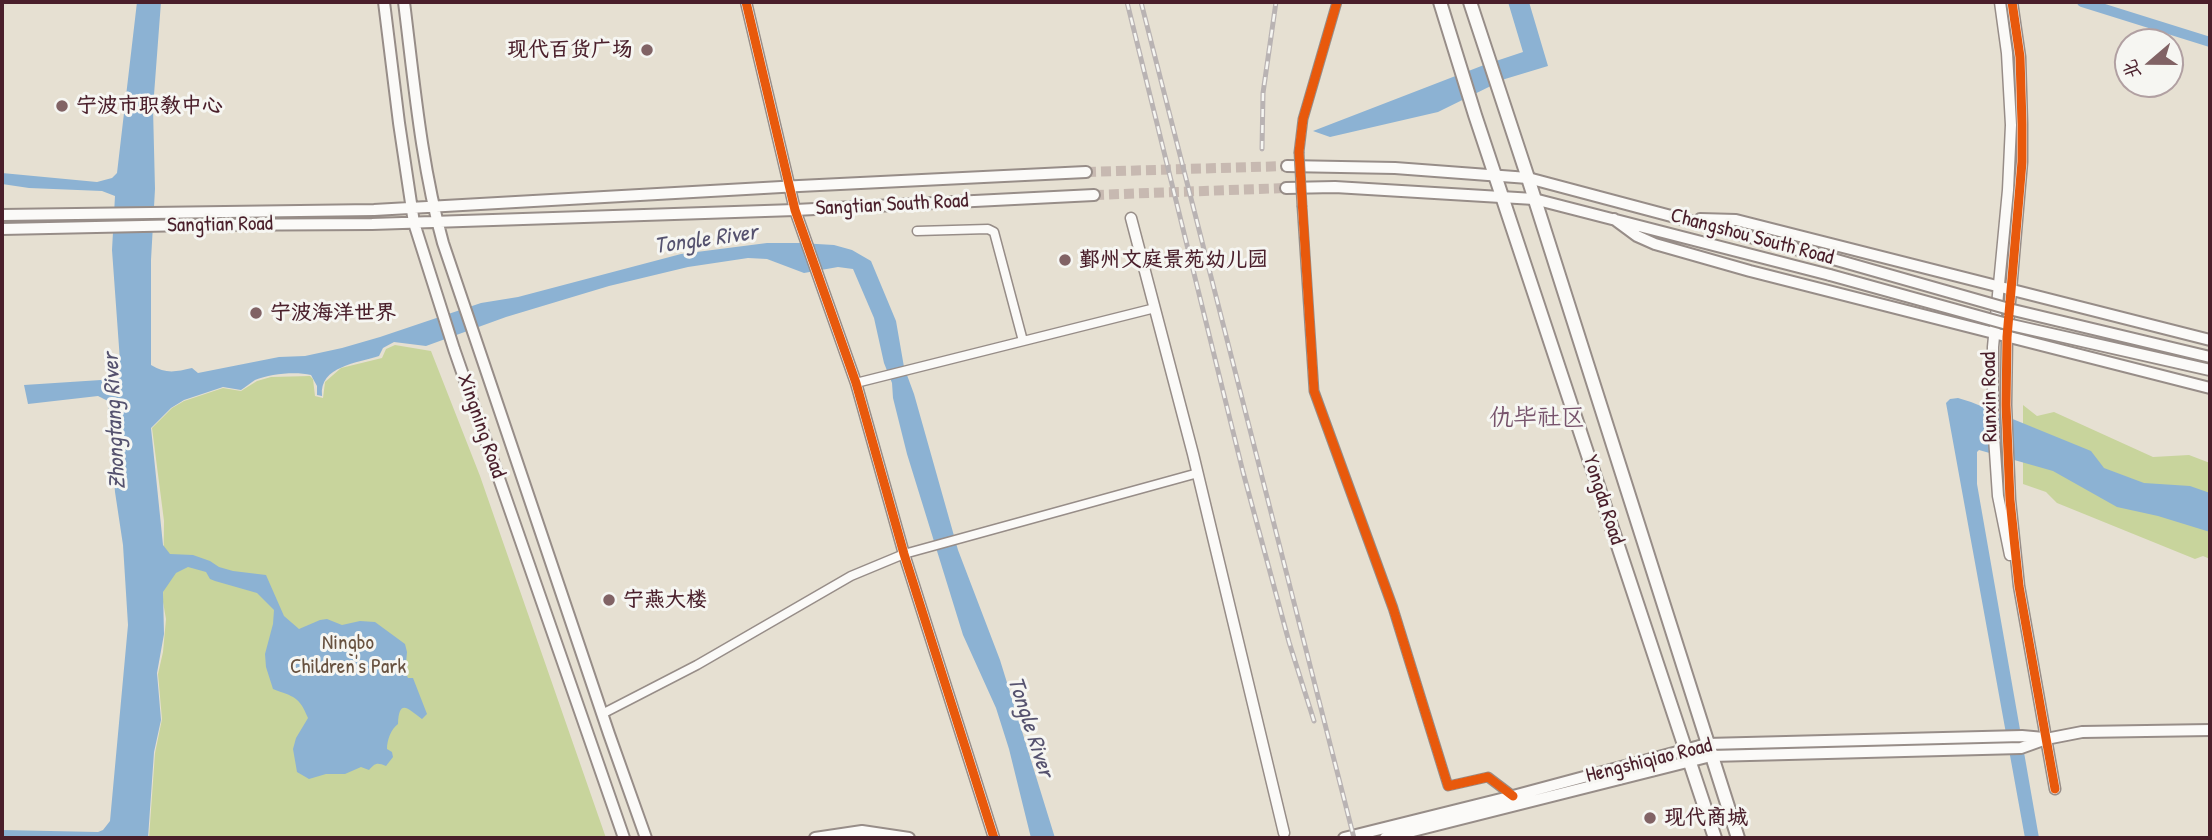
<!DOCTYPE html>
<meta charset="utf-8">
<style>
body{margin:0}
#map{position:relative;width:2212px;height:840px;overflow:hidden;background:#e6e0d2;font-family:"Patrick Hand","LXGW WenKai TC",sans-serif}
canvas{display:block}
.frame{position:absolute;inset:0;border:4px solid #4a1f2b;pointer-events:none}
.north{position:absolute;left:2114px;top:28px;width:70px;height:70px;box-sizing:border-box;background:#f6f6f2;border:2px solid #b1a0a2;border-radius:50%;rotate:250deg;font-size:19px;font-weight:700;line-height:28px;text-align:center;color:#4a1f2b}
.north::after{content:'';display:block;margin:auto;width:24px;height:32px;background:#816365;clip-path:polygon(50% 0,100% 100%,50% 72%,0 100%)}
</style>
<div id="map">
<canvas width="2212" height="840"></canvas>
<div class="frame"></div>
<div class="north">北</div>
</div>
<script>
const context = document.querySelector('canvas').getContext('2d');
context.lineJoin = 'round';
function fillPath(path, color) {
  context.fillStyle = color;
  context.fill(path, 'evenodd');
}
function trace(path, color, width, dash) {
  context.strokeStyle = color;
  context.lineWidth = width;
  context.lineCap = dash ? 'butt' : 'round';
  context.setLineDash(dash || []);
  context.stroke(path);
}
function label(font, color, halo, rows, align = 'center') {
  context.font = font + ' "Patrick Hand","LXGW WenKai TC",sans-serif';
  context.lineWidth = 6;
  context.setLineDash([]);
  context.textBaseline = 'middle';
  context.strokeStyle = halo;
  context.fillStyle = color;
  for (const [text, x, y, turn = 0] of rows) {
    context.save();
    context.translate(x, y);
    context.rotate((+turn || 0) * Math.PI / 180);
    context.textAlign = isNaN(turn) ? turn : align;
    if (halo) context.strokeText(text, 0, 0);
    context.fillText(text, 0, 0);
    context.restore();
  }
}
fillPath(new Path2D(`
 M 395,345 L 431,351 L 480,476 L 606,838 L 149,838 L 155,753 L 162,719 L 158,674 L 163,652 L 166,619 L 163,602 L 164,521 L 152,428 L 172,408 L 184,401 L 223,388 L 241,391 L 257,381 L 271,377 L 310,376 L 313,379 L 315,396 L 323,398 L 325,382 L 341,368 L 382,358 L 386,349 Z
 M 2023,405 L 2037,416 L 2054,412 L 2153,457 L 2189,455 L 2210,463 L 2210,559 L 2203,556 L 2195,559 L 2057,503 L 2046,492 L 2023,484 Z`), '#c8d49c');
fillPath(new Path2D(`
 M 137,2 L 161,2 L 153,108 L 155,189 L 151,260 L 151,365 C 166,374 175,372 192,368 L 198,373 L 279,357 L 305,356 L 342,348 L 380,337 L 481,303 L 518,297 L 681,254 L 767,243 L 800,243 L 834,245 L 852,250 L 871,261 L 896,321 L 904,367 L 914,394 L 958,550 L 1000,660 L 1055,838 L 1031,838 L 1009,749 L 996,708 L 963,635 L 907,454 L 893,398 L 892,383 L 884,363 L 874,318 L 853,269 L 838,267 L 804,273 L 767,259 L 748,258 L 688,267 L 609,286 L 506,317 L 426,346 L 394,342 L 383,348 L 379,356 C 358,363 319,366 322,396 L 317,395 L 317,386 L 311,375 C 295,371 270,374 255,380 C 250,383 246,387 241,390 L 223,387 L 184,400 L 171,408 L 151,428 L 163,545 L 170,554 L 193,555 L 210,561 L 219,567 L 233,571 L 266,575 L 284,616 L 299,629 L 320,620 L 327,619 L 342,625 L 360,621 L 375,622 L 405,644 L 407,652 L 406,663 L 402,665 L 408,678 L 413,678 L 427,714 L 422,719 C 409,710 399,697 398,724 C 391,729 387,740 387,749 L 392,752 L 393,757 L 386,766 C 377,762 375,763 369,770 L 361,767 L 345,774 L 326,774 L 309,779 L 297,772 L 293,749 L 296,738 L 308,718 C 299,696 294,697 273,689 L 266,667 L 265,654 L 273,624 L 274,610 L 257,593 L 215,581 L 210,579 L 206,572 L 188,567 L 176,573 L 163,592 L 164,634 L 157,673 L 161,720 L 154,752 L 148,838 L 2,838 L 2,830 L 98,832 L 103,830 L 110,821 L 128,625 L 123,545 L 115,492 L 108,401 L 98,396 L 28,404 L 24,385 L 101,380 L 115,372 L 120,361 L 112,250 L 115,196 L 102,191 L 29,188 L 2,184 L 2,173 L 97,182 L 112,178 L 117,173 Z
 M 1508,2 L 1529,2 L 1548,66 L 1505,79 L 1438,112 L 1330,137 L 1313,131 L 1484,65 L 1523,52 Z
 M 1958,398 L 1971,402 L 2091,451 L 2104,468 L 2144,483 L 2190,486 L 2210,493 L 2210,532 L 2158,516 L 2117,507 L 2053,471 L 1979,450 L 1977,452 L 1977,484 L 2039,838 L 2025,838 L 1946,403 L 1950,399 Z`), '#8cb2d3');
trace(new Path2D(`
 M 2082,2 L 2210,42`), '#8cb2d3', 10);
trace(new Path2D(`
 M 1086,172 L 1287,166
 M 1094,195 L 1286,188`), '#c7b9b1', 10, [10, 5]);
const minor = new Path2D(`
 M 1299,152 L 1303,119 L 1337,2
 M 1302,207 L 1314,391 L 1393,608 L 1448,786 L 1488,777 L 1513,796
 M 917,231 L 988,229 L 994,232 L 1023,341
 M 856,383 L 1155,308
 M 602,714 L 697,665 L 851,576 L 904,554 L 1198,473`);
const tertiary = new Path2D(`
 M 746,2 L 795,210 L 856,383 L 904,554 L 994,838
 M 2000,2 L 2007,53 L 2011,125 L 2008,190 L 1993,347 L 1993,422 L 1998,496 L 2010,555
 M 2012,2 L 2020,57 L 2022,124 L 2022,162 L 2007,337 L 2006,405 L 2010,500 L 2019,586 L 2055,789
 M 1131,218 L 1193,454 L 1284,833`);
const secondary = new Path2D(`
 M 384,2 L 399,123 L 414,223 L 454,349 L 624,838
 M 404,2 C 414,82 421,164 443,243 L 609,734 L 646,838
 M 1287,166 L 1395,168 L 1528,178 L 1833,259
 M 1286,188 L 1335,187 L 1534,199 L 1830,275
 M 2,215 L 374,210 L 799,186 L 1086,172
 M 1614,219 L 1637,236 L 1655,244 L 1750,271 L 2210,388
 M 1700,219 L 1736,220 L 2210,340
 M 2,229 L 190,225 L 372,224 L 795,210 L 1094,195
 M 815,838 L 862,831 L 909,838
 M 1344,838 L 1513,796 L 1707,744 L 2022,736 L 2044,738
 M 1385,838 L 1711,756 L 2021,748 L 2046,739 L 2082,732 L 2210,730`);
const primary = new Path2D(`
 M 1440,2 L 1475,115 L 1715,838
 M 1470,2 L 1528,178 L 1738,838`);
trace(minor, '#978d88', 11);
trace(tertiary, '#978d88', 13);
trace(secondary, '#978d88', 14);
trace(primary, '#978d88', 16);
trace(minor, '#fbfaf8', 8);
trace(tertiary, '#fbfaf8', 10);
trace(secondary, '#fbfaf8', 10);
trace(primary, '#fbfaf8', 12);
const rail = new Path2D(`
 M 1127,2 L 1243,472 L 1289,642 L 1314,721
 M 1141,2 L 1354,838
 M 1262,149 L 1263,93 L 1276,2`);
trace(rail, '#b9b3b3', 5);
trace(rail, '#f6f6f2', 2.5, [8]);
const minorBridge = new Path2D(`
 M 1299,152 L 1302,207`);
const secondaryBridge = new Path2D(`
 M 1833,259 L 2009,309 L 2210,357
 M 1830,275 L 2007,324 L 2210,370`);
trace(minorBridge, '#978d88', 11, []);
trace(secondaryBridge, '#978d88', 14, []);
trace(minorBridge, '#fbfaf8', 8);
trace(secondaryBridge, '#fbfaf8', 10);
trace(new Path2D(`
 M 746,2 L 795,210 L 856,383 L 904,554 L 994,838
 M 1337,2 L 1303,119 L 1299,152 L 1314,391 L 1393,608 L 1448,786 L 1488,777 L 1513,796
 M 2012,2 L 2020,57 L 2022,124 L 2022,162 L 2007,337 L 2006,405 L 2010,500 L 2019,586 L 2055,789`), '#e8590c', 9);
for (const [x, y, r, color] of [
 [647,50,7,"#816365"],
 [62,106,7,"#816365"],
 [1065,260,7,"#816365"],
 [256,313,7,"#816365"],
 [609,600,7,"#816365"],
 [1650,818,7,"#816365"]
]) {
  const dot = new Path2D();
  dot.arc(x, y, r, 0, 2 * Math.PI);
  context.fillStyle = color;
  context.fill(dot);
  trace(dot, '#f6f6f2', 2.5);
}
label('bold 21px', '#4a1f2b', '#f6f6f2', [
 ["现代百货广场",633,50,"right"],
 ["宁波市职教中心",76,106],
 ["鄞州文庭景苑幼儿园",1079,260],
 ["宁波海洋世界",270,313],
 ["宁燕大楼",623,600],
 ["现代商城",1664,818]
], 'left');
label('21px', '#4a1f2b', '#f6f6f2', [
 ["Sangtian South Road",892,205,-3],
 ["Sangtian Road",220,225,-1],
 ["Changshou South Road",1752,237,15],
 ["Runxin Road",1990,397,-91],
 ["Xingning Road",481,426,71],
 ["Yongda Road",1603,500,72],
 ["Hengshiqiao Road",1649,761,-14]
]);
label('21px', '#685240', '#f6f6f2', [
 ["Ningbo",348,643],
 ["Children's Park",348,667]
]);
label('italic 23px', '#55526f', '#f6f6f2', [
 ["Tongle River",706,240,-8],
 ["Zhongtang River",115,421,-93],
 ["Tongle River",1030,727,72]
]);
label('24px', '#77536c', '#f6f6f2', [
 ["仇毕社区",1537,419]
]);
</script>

——————

**What you have to do:** Each line of the entries above that includes "strokeStyle" counts once; state how many such lines there are, with the number as the only answer.

**Your solution:** 2